- **Information shown**
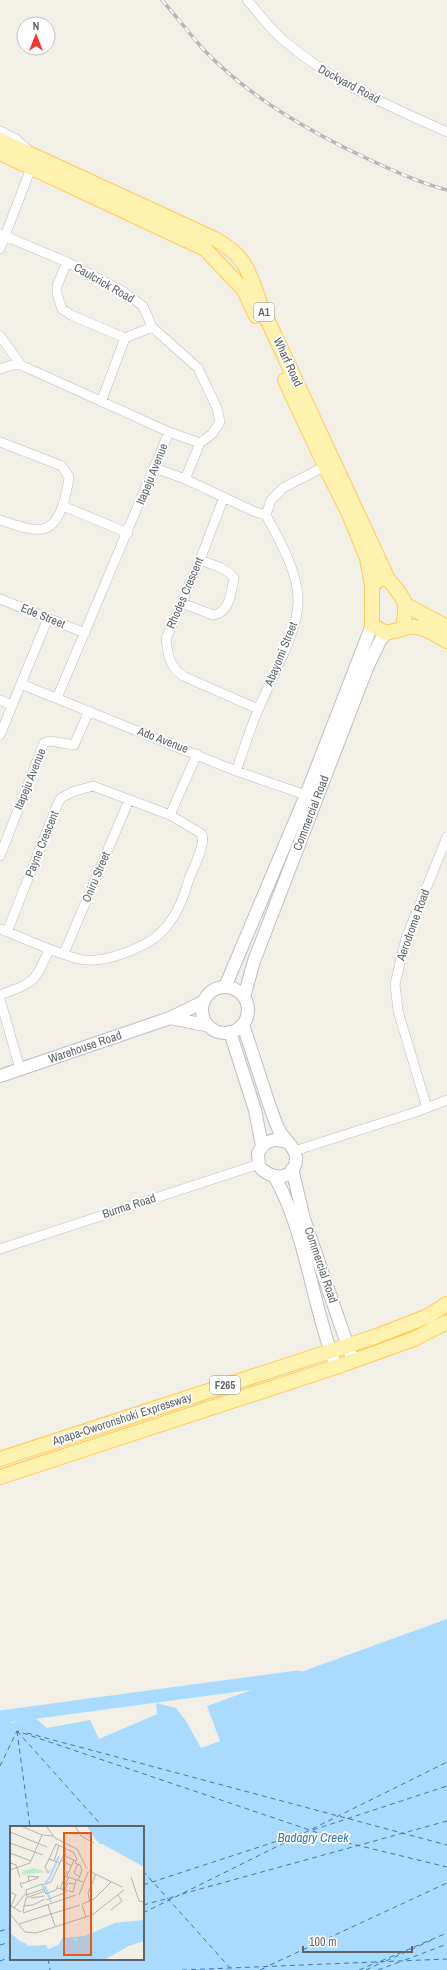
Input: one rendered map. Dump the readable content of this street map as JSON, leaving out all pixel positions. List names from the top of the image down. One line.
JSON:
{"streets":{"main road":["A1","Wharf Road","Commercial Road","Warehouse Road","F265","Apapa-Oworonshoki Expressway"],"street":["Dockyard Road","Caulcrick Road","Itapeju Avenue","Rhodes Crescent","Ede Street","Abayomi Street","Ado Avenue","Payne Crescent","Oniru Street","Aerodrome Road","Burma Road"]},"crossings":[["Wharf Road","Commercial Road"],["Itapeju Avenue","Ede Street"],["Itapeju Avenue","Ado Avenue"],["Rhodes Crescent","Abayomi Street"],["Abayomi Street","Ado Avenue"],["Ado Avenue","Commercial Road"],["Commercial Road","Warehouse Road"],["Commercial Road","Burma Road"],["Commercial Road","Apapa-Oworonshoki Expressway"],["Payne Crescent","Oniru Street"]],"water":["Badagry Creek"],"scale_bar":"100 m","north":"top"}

- **Exercise brief**
Please return the lines above exactly, with the pictures omitted.

- **Response area**
Input: one rendered map. Dump the readable content of this street map as JSON, leaving out all pixel positions. List names from the top of the image down. One line.
JSON:
{"streets":{"main road":["A1","Wharf Road","Commercial Road","Warehouse Road","F265","Apapa-Oworonshoki Expressway"],"street":["Dockyard Road","Caulcrick Road","Itapeju Avenue","Rhodes Crescent","Ede Street","Abayomi Street","Ado Avenue","Payne Crescent","Oniru Street","Aerodrome Road","Burma Road"]},"crossings":[["Wharf Road","Commercial Road"],["Itapeju Avenue","Ede Street"],["Itapeju Avenue","Ado Avenue"],["Rhodes Crescent","Abayomi Street"],["Abayomi Street","Ado Avenue"],["Ado Avenue","Commercial Road"],["Commercial Road","Warehouse Road"],["Commercial Road","Burma Road"],["Commercial Road","Apapa-Oworonshoki Expressway"],["Payne Crescent","Oniru Street"]],"water":["Badagry Creek"],"scale_bar":"100 m","north":"top"}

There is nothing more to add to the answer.